Clear evidence of meeting with Mafia bosses to share bundles of cash – secretly caught on video by police – demonstrates organized crime involvement, even if no charges or convictions stemmed from it, the Federal Court heard Tuesday in a hearing over whether a Montreal mobster should be deported.

Moreno Gallo, 65, has lived in Canada since the age of nine but never became a Canadian citizen.

In 1974, he was convicted of murder after shooting a Montreal man three times in the head as he sat at the wheel of his car. Gallo claimed he shot in self-defence when confronting the victim over selling drugs at his young sister’s school. Police said it was a settling of accounts in a Mob war.

For decades, Gallo’s prison file had been mislabelled by Correctional Service Canada, listing him as a Canadian citizen. As a result, in 1983, he was released on full parole and has since lived in relative peace as a successful businessman.

But in 2005, he was recorded delivering stacks of cash to the leaders of the notorious Rizzuto crime family in the backroom of the Mob’s Montreal headquarters during Project Colisee, a large police probe targeting the city’s powerful Mafia.

On one visit, Nicolo Rizzuto, patriarch of the clan, tucked the money into his sock; on another, Rizzuto and other senior Mafia leaders divided it between themselves.

No charges were laid, but Gallo’s parole was revoked and it was discovered he was not a Canadian. The government has since been trying to deport him as a non-citizen involved in serious crime.

That crime, however, was not consorting with senior mobsters, but rather for his 1974 murder conviction. He has been fighting the government in court.

On Tuesday, his Toronto lawyer, Shoshana Green, argued in Federal Court an appeal against a decision by the government to return Gallo to his native Italy.

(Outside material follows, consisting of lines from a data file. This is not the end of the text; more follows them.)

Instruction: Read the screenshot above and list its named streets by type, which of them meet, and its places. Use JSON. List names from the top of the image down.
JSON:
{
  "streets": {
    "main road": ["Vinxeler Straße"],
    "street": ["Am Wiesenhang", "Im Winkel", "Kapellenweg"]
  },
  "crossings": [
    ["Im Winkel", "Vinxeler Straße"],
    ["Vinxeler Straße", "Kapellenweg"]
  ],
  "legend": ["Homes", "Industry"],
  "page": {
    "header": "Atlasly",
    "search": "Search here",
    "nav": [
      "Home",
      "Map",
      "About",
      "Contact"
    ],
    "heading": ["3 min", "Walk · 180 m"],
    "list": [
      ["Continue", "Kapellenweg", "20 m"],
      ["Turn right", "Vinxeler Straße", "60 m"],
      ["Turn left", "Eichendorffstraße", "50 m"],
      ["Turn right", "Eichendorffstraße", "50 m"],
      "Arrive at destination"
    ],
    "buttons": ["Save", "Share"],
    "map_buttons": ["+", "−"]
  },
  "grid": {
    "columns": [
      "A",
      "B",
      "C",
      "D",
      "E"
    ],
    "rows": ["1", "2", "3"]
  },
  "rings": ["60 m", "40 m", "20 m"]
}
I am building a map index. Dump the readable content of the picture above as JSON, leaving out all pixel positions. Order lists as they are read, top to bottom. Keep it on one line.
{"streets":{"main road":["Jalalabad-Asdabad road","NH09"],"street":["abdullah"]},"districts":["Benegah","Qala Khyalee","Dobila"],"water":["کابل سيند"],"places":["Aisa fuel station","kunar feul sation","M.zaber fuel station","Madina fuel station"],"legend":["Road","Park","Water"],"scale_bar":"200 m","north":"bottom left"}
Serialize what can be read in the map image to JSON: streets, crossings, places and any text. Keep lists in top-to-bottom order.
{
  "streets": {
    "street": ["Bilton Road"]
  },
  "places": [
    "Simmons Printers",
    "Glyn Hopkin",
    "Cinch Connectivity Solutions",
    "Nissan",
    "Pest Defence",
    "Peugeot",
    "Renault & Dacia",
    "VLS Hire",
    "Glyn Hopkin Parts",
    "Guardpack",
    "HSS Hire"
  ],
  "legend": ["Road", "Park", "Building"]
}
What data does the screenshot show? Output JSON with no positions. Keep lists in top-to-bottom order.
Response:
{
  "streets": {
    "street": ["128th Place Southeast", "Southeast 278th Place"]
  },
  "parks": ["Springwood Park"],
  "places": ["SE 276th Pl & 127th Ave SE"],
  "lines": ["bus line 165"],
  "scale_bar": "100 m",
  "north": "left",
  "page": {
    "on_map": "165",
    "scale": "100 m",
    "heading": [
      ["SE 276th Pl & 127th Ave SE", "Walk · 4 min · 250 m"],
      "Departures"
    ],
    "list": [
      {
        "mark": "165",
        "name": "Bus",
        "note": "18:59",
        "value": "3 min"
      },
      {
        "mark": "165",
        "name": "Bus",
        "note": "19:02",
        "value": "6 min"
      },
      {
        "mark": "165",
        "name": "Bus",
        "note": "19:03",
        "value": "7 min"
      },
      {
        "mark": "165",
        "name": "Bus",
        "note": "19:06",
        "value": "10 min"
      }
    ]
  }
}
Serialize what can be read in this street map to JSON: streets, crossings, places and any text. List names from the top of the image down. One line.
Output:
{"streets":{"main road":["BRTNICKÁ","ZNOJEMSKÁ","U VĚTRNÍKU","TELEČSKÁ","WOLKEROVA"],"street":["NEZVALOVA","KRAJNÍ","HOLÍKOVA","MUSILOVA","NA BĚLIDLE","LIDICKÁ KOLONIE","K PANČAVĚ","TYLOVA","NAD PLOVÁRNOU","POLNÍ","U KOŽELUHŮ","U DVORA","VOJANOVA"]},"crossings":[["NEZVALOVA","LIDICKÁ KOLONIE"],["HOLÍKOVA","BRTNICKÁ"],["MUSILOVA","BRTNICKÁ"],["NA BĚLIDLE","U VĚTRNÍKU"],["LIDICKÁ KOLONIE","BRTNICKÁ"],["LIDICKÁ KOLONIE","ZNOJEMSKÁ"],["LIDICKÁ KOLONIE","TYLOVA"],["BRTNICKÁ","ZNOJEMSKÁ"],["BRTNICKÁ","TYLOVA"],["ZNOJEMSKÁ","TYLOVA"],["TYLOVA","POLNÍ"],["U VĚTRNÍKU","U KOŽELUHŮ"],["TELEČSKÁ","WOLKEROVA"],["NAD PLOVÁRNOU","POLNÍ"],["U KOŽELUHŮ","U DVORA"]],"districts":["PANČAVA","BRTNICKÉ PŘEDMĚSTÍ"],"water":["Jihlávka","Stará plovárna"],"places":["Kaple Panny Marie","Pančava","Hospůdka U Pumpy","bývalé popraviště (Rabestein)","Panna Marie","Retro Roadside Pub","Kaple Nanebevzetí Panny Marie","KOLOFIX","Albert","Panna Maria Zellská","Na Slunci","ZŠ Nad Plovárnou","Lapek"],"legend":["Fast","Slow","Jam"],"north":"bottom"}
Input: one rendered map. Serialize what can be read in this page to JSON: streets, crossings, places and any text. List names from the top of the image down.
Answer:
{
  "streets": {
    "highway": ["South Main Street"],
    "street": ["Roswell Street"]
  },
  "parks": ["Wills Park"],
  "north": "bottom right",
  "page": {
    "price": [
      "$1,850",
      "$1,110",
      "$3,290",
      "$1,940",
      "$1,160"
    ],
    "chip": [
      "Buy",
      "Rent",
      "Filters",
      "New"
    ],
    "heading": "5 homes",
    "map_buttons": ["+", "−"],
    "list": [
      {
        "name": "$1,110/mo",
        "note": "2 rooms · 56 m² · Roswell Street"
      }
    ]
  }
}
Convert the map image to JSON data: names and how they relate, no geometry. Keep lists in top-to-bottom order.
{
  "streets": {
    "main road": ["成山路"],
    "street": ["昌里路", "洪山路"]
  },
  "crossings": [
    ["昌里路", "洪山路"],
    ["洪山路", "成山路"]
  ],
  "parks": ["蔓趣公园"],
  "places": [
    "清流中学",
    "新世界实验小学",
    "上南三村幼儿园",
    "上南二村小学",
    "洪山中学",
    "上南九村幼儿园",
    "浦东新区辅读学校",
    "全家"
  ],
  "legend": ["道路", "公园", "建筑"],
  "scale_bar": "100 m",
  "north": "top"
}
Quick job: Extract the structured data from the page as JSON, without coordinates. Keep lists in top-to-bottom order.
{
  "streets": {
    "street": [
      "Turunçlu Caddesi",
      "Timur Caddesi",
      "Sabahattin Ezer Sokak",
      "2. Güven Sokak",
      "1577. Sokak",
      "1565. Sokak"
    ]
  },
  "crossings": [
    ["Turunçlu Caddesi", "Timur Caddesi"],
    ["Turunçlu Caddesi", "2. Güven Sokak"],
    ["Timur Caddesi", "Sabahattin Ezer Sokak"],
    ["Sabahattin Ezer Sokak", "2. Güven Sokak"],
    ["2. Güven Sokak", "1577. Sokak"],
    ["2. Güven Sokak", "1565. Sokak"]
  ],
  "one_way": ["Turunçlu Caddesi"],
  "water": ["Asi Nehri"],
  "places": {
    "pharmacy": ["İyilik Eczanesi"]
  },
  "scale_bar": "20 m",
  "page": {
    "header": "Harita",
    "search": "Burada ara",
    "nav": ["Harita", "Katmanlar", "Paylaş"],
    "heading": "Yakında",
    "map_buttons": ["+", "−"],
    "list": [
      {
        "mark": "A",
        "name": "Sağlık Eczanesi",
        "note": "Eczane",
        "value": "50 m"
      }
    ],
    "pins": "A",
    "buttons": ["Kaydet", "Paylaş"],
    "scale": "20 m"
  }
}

"There are a lot of allegations of organized crime, but the applicant has no (criminal) record of that," Green said. "They want to focus on this criminal association element, but there are no convictions for it. The RCMP chose not to proceed."

As such, it should not cloud the issue of her client’s clean recent record, family ties and business involvement in the community, she said.

Crown lawyer Ian Hicks argued that the government can weigh more than just convictions when making such decisions.

"This was hard evidence – police wiretaps and video surveillance of the applicant fraternizing with leaders of the Mafia . . . delivering money to the heads of the Mafia."

Hicks also pointed to Gallo’s admission he had acted as a mediator between the Mafia and the Hells Angels motorcycle club.

"No new charges doesn’t change the fact that he did this stuff," Hicks said.

Justice David G. Near reserved his decision.